朝日新聞が18日付夕刊で「死に神」と報道したことについて、鳩山法相は20日の閣議後会見で、「(死刑囚は)犯した犯罪、法の規定によって執行された。死に神に連れていかれたというのは違うと思う。(記事は)執行された方に対する侮辱だと思う」と強く抗議した。
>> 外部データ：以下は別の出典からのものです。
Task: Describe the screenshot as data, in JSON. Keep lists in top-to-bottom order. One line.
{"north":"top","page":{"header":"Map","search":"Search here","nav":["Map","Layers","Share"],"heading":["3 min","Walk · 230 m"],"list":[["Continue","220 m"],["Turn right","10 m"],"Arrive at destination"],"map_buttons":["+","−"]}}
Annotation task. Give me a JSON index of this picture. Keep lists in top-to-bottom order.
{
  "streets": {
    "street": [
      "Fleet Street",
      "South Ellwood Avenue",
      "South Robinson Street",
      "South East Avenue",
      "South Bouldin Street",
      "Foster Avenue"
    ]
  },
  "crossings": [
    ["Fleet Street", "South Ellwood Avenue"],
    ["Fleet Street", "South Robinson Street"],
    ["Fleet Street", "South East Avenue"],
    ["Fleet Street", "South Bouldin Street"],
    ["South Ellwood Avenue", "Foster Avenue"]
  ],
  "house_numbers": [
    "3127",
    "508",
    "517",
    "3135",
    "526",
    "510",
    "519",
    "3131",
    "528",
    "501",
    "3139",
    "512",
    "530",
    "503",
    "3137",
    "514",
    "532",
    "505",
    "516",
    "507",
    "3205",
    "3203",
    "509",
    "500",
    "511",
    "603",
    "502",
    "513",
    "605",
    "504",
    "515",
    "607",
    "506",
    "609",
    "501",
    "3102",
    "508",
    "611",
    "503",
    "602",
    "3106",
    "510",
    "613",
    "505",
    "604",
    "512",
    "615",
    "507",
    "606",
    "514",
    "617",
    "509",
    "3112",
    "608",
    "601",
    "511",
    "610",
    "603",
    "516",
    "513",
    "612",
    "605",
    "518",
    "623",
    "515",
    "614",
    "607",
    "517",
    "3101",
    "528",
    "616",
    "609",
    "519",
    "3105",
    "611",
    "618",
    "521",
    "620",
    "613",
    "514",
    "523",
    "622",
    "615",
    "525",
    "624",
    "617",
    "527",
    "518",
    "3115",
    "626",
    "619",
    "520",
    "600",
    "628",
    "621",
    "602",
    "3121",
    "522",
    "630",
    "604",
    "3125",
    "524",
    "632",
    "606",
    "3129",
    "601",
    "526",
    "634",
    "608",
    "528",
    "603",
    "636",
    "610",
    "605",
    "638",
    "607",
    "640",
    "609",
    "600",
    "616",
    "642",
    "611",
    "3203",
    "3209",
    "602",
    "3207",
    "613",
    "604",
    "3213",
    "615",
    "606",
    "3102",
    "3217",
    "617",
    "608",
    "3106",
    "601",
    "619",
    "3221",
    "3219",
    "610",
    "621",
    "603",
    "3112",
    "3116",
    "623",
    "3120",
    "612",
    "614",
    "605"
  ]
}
まあ、たとえ正論だとしてもあなたにはそれを言う資格がないよね、という。いつもの。
<死刑>「執行は自動的に」…鳩山法相、辞職後の会見で

鳩山邦夫法相は25日、内閣総辞職後の記者会見で、死刑制度について「判決確定から半年以内に執行するという法の規定が事実上、守られていない。法相が絡まなくても、半年以内に執行することが自動的、客観的に進む方法がないだろうか」などと述べた。法相の信条や宗教的理由で左右される現状に疑問を呈した形だ。
 鳩山法相は「(執行命令書を出す)職責から逃げようというのではなく、『次は誰を執行』という話題になることがいいとは思えない。(確定の)順番なのか、乱数表なのか分からないが、自動的に進んでいけば『次は誰』という話にならない」と続けた。また、法務省が執行の対象者を公表しない現状については、「遺族感情や他の死刑囚の心情などがある」と、公表になじまないとの見解を示した。【坂本高志】

この件の不謹慎さ具合については、以前エントリを書いたことがある(http://d.hatena.ne.jp/jo_30/20070926)ので省略しますが、「自動的に死んでくれたらいいのになあ」などと脳天気な発言をし、まさに自動的に判をつくような執行の進め方をしておいて、批判されたら逆ギレですか。それとも「死に神」というキーワードがそんなに気に入って広めたいということなのか。まあ、本当はそういう見当違いな所にキレてみせることで、執行数の多さとか、明らかにタイミングを狙った政治的な執行とか、そういうことをカモフラージュしたいんだろうな、とは思いますが*1



それにしても、執行対象者を公表しないという方針はいつ変わったのだろうか??と疑問に思って調べたら、なんのことはない、「公表になじまない」と見解を述べたご本人が変えてるという……。この間の経緯について詳細に述べているブログエントリがありましたので紹介しておきます。
死刑執行:処刑者(刑死者)の氏名と執行場所を初めて公表〜前から氏名など判明済みだから、情報公開にならないのだが……。 (Because It's true)
これについても、いろいろと思惑が(主として官僚の)絡んでいるようで。
ほんと、政治の話に触れはじめると人間が暗くなるなあ。